* [TASK STATEMENT] The result should be an exact copy of the entries below, free of pictures.

*** MATERIAL FOR THE TASK ***

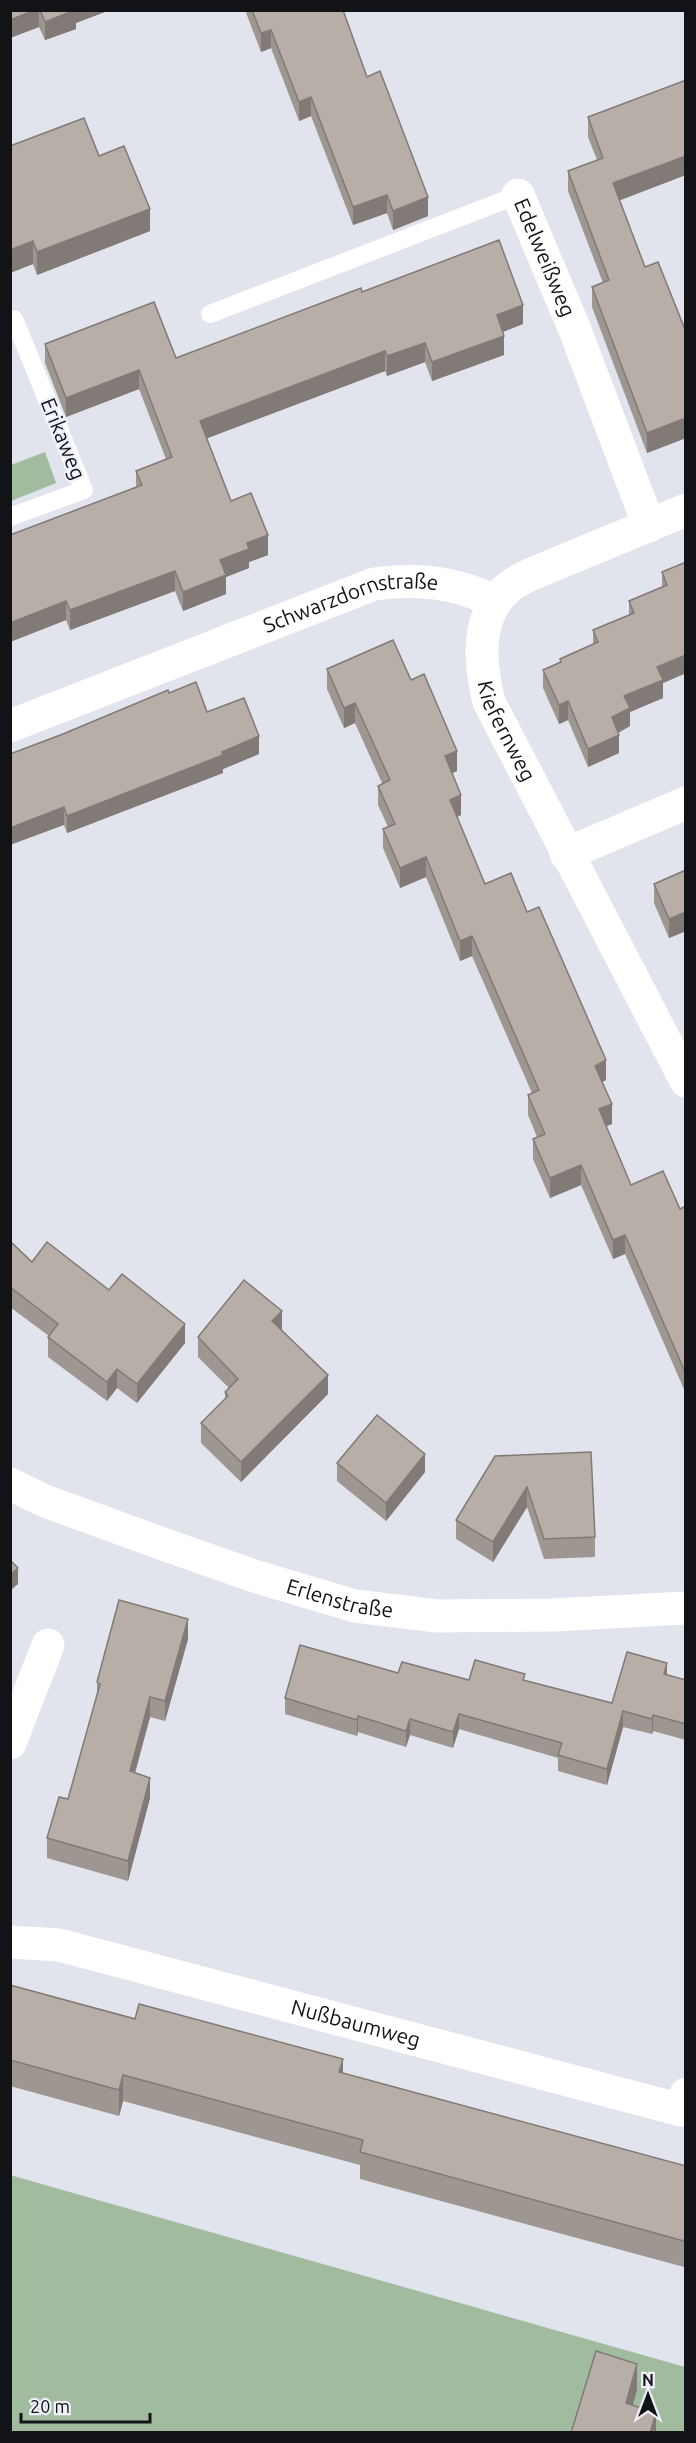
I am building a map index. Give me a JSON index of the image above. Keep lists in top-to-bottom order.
{
  "streets": {
    "street": [
      "Edelweißweg",
      "Schwarzdornstraße",
      "Kiefernweg",
      "Erlenstraße",
      "Nußbaumweg"
    ],
    "lane": ["Erikaweg"]
  },
  "crossings": [
    ["Schwarzdornstraße", "Kiefernweg"]
  ],
  "scale_bar": "20 m",
  "north": "top"
}
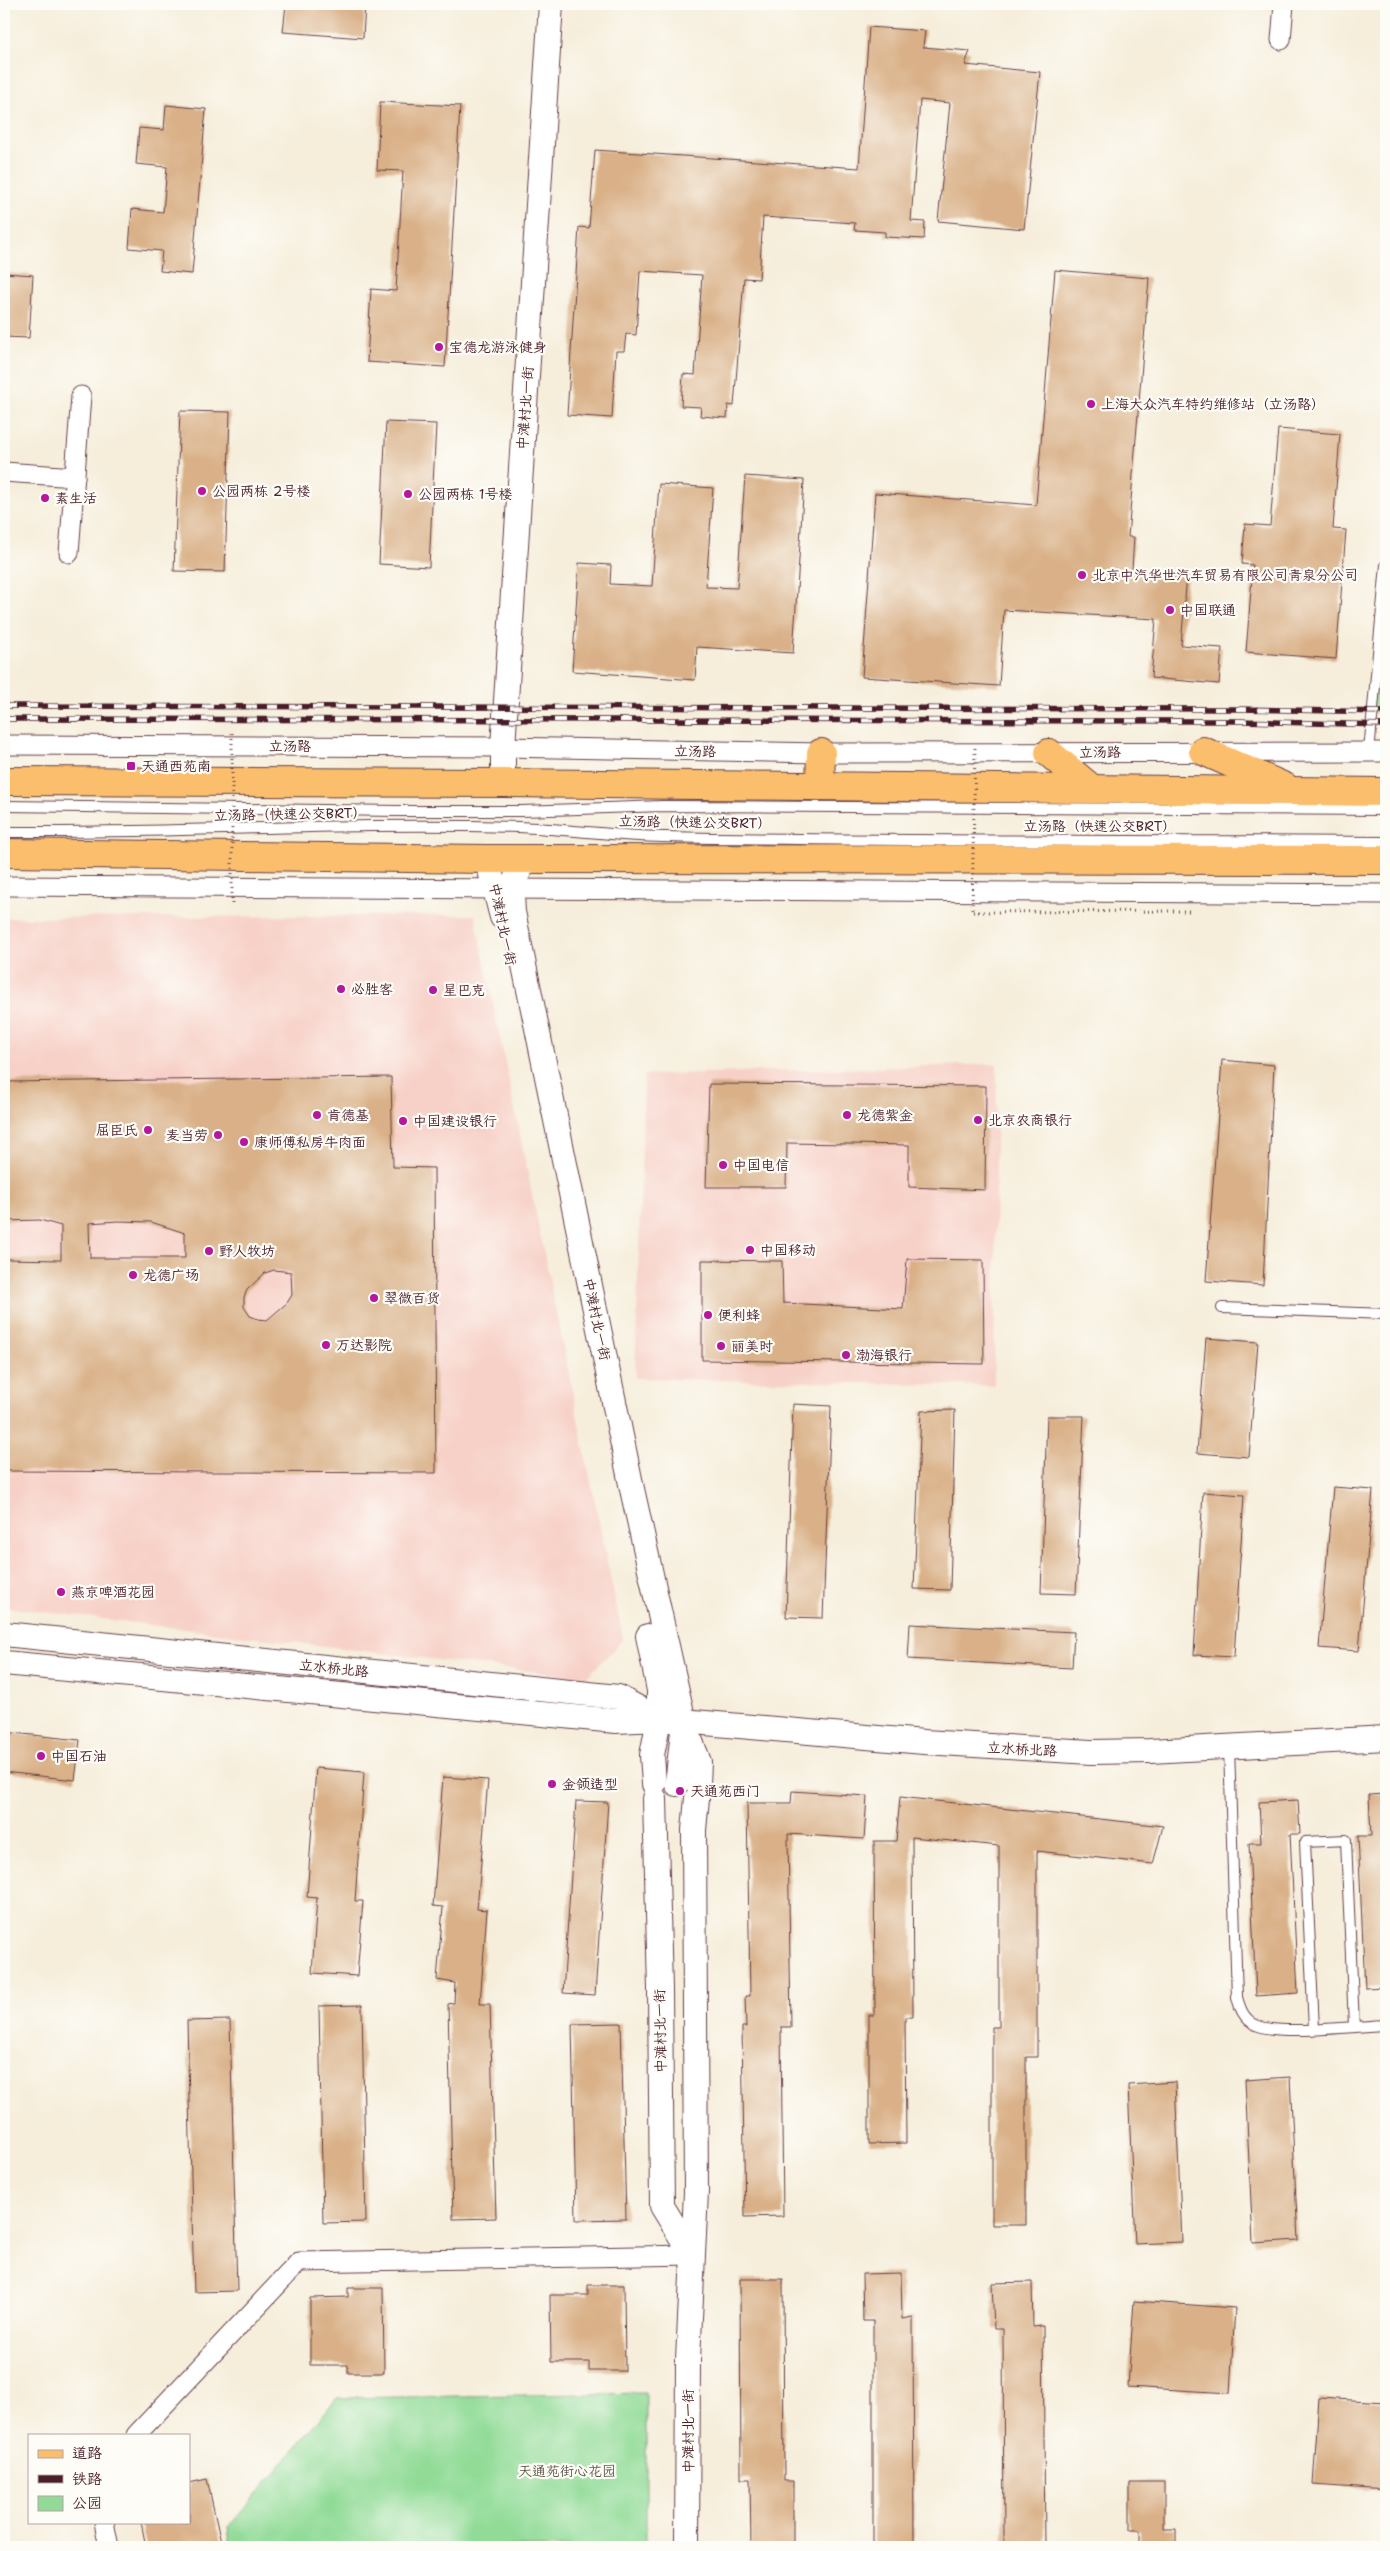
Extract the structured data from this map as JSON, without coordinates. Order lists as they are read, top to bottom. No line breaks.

*** End of MATERIAL FOR THE TASK ***

* [WRITTEN ANSWER]
I am building a map index. Give me a JSON index of the image above. Keep lists in top-to-bottom order.
{
  "streets": {
    "street": [
      "Edelweißweg",
      "Schwarzdornstraße",
      "Kiefernweg",
      "Erlenstraße",
      "Nußbaumweg"
    ],
    "lane": ["Erikaweg"]
  },
  "crossings": [
    ["Schwarzdornstraße", "Kiefernweg"]
  ],
  "scale_bar": "20 m",
  "north": "top"
}
Extract the structured data from this map as JSON, without coordinates. Order lists as they are read, top to bottom. No line breaks.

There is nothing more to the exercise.